Extracted data ::

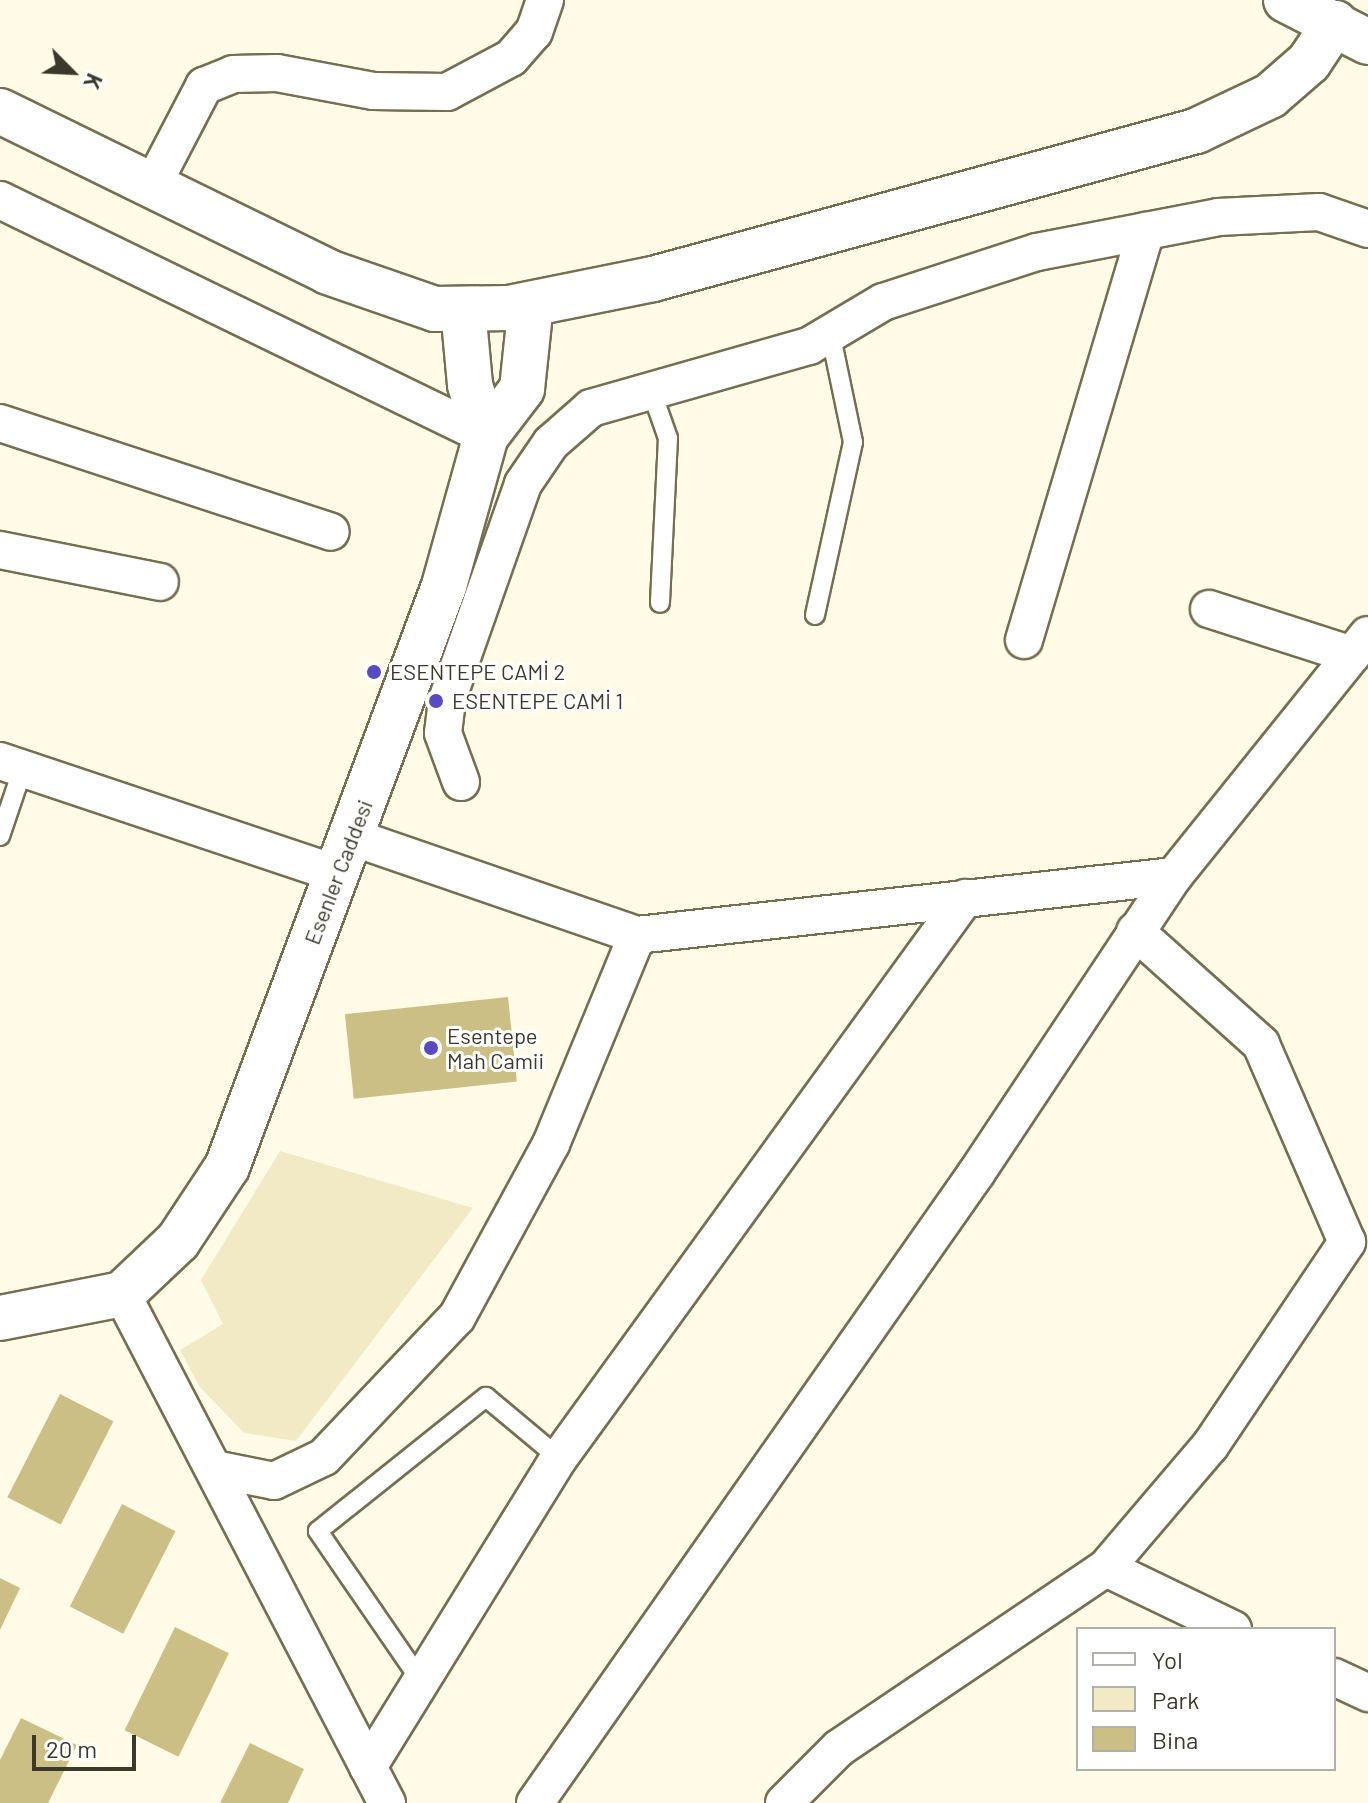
<!DOCTYPE html>
<meta charset="utf-8">
<style>
body{margin:0}
#map{position:relative;width:1368px;height:1803px;overflow:hidden;background:#fffbe7;font-family:Barlow,sans-serif}
div>[style]{position:absolute}
.green>*{inset:0;background:#f2eac5}
.building>*{inset:0;background:#cbbf85;transform-origin:0 0}
.roads{filter:drop-shadow(2px 0 #756f52) drop-shadow(-2px 0 #756f52) drop-shadow(0 2px #756f52) drop-shadow(0 -2px #756f52)}
.service>*{height:18px;margin:-9px;padding:0 9px;transform-origin:9px;border-radius:9px;background:#fff}
.minor>*{height:36px;margin:-18px;padding:0 18px;transform-origin:18px;border-radius:18px;background:#fff}
.tertiary>*{height:44px;margin:-22px;padding:0 22px;transform-origin:22px;border-radius:22px;background:#fff}
.trunk>*{height:44px;margin:-22px;padding:0 22px;transform-origin:22px;border-radius:22px;background:#fff}
.dots>*{width:22px;height:22px;translate:-50% -50%;box-sizing:border-box;border:4px solid #fff;border-radius:50%}
span{translate:-50% -50%;white-space:nowrap;text-align:center;line-height:1.15;-webkit-text-stroke:6px #fff;paint-order:stroke}
.poi-label{font-size:22px;color:#3b392c}
.left{translate:0 -50%;text-align:left}
.street-label{font-size:22px;color:#3b392c}
.legend{position:absolute;left:1076px;top:1627px;width:260px;height:144px;box-sizing:border-box;background:#fff;border:2px solid #b1b0ab;margin:0;padding:10px 14px;list-style:none;font-size:24px;color:#3b392c}
.legend li{display:flex;align-items:center;gap:16px;height:40px}
.legend b{width:40px;border:2px solid #b1b0ab}
.north{position:absolute;left:32px;top:32px;width:80px;height:80px;-webkit-text-stroke:6px #fff;paint-order:stroke;rotate:114deg;font-size:22px;font-weight:700;line-height:32px;text-align:center;color:#3b392c}
.north::after{content:'';display:block;margin:auto;width:28px;height:36px;background:#3b392c;clip-path:polygon(50% 0,100% 100%,50% 72%,0 100%)}
.scale{position:absolute;left:32px;top:1735px;width:104px;height:36px;box-sizing:border-box;border:4px solid #3b392c;border-top:0;padding-left:10px;font-size:24px;line-height:28px;white-space:nowrap;color:#3b392c;-webkit-text-stroke:6px #fff;paint-order:stroke}
</style>
<div id="map">
<div class="green">
<div style="clip-path:polygon(280px 1151px,473px 1208px,296px 1441px,244px 1433px,199px 1386px,180px 1350px,223px 1324px,201px 1280px)"></div>
</div>
<div class="building">
<div style="left:508px;top:997px;width:85px;height:164px;rotate:84deg"></div>
<div style="left:60px;top:1394px;width:60px;height:116px;rotate:27deg"></div>
<div style="left:122px;top:1504px;width:60px;height:115px;rotate:27deg"></div>
<div style="clip-path:polygon(0 1578px,20px 1588px,0 1630px)"></div>
<div style="left:175px;top:1627px;width:60px;height:115px;rotate:26deg"></div>
<div style="clip-path:polygon(21px 1718px,77px 1745px,48px 1803px,0 1803px,0 1760px)"></div>
<div style="clip-path:polygon(250px 1743px,304px 1769px,288px 1803px,220px 1803px)"></div>
</div>
<div class="roads">
<div class="service">
<div style="left:650px;top:387px;width:54px;rotate:70.6deg"></div>
<div style="left:668px;top:438px;width:165px;rotate:92.8deg"></div>
<div style="left:815px;top:615px;width:177px;rotate:-77.6deg"></div>
<div style="left:853px;top:442px;width:107px;rotate:-101.8deg"></div>
<div style="left:0;top:836px;width:72px;rotate:-71.3deg"></div>
<div style="left:421px;top:1681px;width:182px;rotate:-124.5deg"></div>
<div style="left:318px;top:1531px;width:215px;rotate:-38.6deg"></div>
<div style="left:486px;top:1397px;width:95px;rotate:39.9deg"></div>
</div>
<div class="minor">
<div style="left:152px;top:186px;width:113px;rotate:-62.5deg"></div>
<div style="left:204px;top:86px;width:31px;rotate:-22deg"></div>
<div style="left:233px;top:74px;width:44px;rotate:-1.3deg"></div>
<div style="left:277px;top:73px;width:98px;rotate:10.6deg"></div>
<div style="left:373px;top:91px;width:74px;rotate:0.8deg"></div>
<div style="left:447px;top:92px;width:72px;rotate:-28deg"></div>
<div style="left:511px;top:58px;width:35px;rotate:-49deg"></div>
<div style="left:534px;top:32px;width:34px;rotate:-71deg"></div>
<div style="left:0;top:200px;width:540px;rotate:25.9deg"></div>
<div style="left:0;top:423px;width:348px;rotate:18.2deg"></div>
<div style="left:0;top:550px;width:163px;rotate:11.3deg"></div>
<div style="left:1209px;top:609px;width:150px;rotate:17.8deg"></div>
<div style="left:1024px;top:640px;width:427px;rotate:-73.4deg"></div>
<div style="left:0;top:761px;width:356px;rotate:18.5deg"></div>
<div style="left:461px;top:782px;width:52px;rotate:-110.2deg"></div>
<div style="left:443px;top:733px;width:33px;rotate:-83deg"></div>
<div style="left:447px;top:700px;width:229px;rotate:-70.6deg"></div>
<div style="left:523px;top:484px;width:50px;rotate:-55.7deg"></div>
<div style="left:551px;top:443px;width:53px;rotate:-41.2deg"></div>
<div style="left:591px;top:408px;width:227px;rotate:-15.9deg"></div>
<div style="left:809px;top:346px;width:86px;rotate:-30.7deg"></div>
<div style="left:883px;top:302px;width:162px;rotate:-18deg"></div>
<div style="left:1037px;top:252px;width:184px;rotate:-10.9deg"></div>
<div style="left:1218px;top:217px;width:101px;rotate:-2.8deg"></div>
<div style="left:1319px;top:212px;width:52px;rotate:19.1deg"></div>
<div style="left:352px;top:837px;width:301px;rotate:19deg"></div>
<div style="left:637px;top:935px;width:540px;rotate:-6.27deg"></div>
<div style="left:122px;top:1294px;width:574px;rotate:62.5deg"></div>
<div style="left:214px;top:1469px;width:61px;rotate:11.3deg"></div>
<div style="left:274px;top:1481px;width:55px;rotate:-25.6deg"></div>
<div style="left:324px;top:1457px;width:193px;rotate:-46.5deg"></div>
<div style="left:457px;top:1317px;width:197px;rotate:-61.5deg"></div>
<div style="left:551px;top:1144px;width:226px;rotate:-67.6deg"></div>
<div style="left:1106px;top:1568px;width:141px;rotate:25.7deg"></div>
<div style="left:1334px;top:1677px;width:38px;rotate:25deg"></div>
<div style="left:368px;top:1767px;width:363px;rotate:-58.3deg"></div>
<div style="left:559px;top:1458px;width:692px;rotate:-54.06deg"></div>
<div style="left:535px;top:1803px;width:770px;rotate:-54.99deg"></div>
<div style="left:977px;top:1172px;width:356px;rotate:-56.4deg"></div>
<div style="left:1174px;top:876px;width:309px;rotate:-51.2deg"></div>
<div style="left:784px;top:1803px;width:78px;rotate:-45deg"></div>
<div style="left:839px;top:1748px;width:322px;rotate:-34deg"></div>
<div style="left:1106px;top:1568px;width:160px;rotate:-49.6deg"></div>
<div style="left:1210px;top:1446px;width:246px;rotate:-56.1deg"></div>
<div style="left:1347px;top:1242px;width:216px;rotate:-113.5deg"></div>
<div style="left:1261px;top:1044px;width:169px;rotate:-138.1deg"></div>
</div>
<div class="tertiary">
<div style="left:0;top:111px;width:365px;rotate:26.1deg"></div>
<div style="left:328px;top:272px;width:113px;rotate:19.1deg"></div>
<div style="left:435px;top:309px;width:74px;rotate:-0.8deg"></div>
<div style="left:509px;top:308px;width:147px;rotate:-11.4deg"></div>
<div style="left:653px;top:279px;width:563px;rotate:-15.25deg"></div>
<div style="left:1196px;top:131px;width:82px;rotate:-25.3deg"></div>
<div style="left:1270px;top:96px;width:52px;rotate:-41.1deg"></div>
<div style="left:1309px;top:62px;width:47px;rotate:-56.3deg"></div>
<div style="left:463px;top:309px;width:76px;rotate:84.7deg"></div>
<div style="left:470px;top:385px;width:53px;rotate:72.6deg"></div>
<div style="left:0;top:1318px;width:124px;rotate:-11.1deg"></div>
<div style="left:122px;top:1294px;width:77px;rotate:-43.4deg"></div>
<div style="left:178px;top:1241px;width:89px;rotate:-56.5deg"></div>
<div style="left:227px;top:1167px;width:620px;rotate:-69.52deg"></div>
<div style="left:444px;top:586px;width:156px;rotate:-74.4deg"></div>
<div style="left:486px;top:436px;width:59px;rotate:-52.5deg"></div>
<div style="left:522px;top:389px;width:85px;rotate:-84deg"></div>
</div>
<div class="trunk">
<div style="left:1286px;top:0;width:92px;rotate:27.1deg"></div>
</div>
</div>
<div class="dots">
<div style="left:374px;top:672px;background:#5a4ac2"></div>
<div style="left:436px;top:701px;background:#5a4ac2"></div>
<div style="left:431px;top:1048px;background:#5a4ac2"></div>
</div>
<div class="poi-label">
<span class="left" style="left:390px;top:672px">ESENTEPE CAMİ 2</span>
<span class="left" style="left:452px;top:701px">ESENTEPE CAMİ 1</span>
<span class="left" style="left:447px;top:1048px">Esentepe<br>Mah Camii</span>
</div>
<div class="street-label">
<span style="left:338px;top:872px;rotate:-69deg">Esenler Caddesi</span>
</div>
<ul class="legend">
<li><b style="height:10px;background:#fff"></b>Yol</li>
<li><b style="height:22px;background:#f2eac5"></b>Park</li>
<li><b style="height:22px;background:#cbbf85"></b>Bina</li>
</ul>
<div class="north">K</div>
<div class="scale">20 m</div>
</div>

Your instructions ::
Whenever "span" occurs in a line of the entries, copy that line.

Solution to this task ::
span{translate:-50% -50%;white-space:nowrap;text-align:center;line-height:1.15;-webkit-text-stroke:6px #fff;paint-order:stroke}
<span class="left" style="left:390px;top:672px">ESENTEPE CAMİ 2</span>
<span class="left" style="left:452px;top:701px">ESENTEPE CAMİ 1</span>
<span class="left" style="left:447px;top:1048px">Esentepe<br>Mah Camii</span>
<span style="left:338px;top:872px;rotate:-69deg">Esenler Caddesi</span>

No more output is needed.